[[ DATA SHOWN open ]]

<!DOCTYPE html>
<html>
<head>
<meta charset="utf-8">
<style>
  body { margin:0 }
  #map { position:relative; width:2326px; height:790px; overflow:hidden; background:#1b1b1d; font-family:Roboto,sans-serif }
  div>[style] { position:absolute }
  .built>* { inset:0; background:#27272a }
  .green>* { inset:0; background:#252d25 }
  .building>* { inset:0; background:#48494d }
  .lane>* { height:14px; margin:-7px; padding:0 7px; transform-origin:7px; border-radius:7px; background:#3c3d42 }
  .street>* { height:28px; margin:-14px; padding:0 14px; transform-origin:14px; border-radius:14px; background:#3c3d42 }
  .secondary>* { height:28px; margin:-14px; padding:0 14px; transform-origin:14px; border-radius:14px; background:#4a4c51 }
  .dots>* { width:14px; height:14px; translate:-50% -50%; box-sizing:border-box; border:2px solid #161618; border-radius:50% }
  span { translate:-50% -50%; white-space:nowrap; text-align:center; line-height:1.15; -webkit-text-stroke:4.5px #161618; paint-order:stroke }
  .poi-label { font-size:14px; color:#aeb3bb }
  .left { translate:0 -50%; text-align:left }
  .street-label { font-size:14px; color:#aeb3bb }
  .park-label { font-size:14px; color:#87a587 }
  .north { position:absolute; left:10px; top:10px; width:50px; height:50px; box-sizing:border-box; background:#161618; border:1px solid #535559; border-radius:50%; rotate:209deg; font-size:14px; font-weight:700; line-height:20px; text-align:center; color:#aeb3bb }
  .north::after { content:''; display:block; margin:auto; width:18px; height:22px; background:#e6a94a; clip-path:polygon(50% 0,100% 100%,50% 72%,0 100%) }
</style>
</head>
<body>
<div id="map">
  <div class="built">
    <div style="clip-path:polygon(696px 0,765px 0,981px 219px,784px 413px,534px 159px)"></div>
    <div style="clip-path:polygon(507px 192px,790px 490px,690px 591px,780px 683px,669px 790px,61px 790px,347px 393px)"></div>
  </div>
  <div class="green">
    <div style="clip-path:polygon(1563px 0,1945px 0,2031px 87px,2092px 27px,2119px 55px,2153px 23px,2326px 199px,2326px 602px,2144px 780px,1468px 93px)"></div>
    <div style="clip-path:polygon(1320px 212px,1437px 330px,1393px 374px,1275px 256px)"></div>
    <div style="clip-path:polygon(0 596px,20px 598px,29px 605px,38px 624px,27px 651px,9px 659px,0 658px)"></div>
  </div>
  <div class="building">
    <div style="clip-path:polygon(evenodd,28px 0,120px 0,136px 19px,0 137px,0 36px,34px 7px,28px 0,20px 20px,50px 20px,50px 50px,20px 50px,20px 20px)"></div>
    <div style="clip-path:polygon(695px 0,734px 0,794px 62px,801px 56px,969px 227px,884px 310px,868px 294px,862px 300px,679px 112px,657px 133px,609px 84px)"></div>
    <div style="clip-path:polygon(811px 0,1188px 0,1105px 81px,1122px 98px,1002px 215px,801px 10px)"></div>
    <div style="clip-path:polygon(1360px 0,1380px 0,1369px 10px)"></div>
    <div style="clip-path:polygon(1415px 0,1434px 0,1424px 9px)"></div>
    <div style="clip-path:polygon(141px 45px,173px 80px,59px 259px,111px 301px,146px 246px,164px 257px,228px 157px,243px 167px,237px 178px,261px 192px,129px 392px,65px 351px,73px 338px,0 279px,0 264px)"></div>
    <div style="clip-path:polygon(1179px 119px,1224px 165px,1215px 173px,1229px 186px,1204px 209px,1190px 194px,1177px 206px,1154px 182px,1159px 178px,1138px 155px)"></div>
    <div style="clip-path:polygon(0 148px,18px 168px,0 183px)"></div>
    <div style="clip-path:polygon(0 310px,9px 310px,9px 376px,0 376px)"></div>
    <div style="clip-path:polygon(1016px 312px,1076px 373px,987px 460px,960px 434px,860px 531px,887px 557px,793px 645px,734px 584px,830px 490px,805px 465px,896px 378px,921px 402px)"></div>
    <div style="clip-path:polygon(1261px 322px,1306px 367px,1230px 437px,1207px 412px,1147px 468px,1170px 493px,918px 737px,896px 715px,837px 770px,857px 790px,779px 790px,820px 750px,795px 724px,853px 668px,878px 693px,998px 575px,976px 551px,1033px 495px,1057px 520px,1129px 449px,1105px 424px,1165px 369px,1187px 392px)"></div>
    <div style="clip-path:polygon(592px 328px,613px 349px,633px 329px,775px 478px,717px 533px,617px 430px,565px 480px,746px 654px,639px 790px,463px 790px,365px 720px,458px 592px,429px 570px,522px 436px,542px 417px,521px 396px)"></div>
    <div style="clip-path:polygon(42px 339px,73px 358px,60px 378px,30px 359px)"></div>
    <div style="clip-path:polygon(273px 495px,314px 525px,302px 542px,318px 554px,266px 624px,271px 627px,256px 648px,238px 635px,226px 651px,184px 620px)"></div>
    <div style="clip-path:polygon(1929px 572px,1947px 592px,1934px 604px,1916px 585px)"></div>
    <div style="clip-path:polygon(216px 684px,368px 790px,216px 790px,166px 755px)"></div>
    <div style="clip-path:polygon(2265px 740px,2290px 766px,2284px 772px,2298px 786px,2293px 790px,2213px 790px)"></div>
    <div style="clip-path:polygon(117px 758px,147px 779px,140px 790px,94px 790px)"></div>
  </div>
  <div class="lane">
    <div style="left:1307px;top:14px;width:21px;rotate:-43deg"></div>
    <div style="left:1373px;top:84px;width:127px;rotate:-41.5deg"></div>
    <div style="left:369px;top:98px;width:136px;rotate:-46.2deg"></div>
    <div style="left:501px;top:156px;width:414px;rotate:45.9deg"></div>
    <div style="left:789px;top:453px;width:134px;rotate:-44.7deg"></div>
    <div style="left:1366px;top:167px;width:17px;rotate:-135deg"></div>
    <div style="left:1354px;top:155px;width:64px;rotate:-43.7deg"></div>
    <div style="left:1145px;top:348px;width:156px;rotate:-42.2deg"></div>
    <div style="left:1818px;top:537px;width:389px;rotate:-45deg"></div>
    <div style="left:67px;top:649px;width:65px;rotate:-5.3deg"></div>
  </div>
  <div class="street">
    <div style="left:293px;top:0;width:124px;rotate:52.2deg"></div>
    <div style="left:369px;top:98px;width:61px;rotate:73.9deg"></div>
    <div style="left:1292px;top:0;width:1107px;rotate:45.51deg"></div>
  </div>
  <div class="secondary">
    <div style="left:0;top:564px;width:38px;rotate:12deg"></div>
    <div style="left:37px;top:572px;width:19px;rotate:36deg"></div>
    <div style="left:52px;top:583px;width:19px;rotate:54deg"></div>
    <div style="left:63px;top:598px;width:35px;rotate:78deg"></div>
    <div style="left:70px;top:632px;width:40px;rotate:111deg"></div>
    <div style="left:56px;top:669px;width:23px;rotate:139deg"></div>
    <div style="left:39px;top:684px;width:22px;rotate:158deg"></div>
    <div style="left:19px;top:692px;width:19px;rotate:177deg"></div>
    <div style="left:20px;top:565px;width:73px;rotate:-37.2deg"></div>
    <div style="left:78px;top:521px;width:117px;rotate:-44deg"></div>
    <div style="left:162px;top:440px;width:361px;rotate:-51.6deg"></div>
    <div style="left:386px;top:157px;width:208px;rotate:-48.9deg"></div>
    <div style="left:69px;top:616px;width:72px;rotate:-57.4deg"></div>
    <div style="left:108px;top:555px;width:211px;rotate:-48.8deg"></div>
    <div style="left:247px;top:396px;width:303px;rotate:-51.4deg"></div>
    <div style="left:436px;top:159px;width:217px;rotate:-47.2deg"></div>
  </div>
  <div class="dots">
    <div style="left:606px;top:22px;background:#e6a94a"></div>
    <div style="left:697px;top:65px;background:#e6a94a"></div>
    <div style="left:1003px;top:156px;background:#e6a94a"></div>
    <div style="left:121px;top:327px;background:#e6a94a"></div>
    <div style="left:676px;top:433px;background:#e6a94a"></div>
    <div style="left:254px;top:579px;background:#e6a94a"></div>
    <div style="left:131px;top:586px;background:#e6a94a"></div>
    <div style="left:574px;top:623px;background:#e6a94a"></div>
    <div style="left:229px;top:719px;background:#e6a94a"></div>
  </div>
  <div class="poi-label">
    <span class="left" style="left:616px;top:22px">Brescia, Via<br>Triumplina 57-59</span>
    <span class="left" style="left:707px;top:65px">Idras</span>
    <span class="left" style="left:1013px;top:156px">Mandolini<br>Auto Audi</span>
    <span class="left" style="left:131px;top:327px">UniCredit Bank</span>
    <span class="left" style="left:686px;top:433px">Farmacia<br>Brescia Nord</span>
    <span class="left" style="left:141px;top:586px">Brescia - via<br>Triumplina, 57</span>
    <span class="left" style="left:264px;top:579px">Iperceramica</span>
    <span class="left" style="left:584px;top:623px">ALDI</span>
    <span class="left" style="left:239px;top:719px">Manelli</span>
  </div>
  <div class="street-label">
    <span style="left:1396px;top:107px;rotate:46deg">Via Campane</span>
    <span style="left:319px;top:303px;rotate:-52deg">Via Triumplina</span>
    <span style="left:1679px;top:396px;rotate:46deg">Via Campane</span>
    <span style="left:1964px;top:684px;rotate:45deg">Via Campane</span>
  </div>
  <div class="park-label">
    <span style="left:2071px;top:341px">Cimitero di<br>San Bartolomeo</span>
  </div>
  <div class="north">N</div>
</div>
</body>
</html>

[[ DATA SHOWN closed ]]

[TASK OBJECTIVE]: Repeat exactly the lines above from the one with "translate:-50% -50%; white-space:nowrap;" up to and including the one with "position:absolute; left:10px; top:10px;". No other line belongs in the reply.

[ANSWER SECTION]:
  span { translate:-50% -50%; white-space:nowrap; text-align:center; line-height:1.15; -webkit-text-stroke:4.5px #161618; paint-order:stroke }
  .poi-label { font-size:14px; color:#aeb3bb }
  .left { translate:0 -50%; text-align:left }
  .street-label { font-size:14px; color:#aeb3bb }
  .park-label { font-size:14px; color:#87a587 }
  .north { position:absolute; left:10px; top:10px; width:50px; height:50px; box-sizing:border-box; background:#161618; border:1px solid #535559; border-radius:50%; rotate:209deg; font-size:14px; font-weight:700; line-height:20px; text-align:center; color:#aeb3bb }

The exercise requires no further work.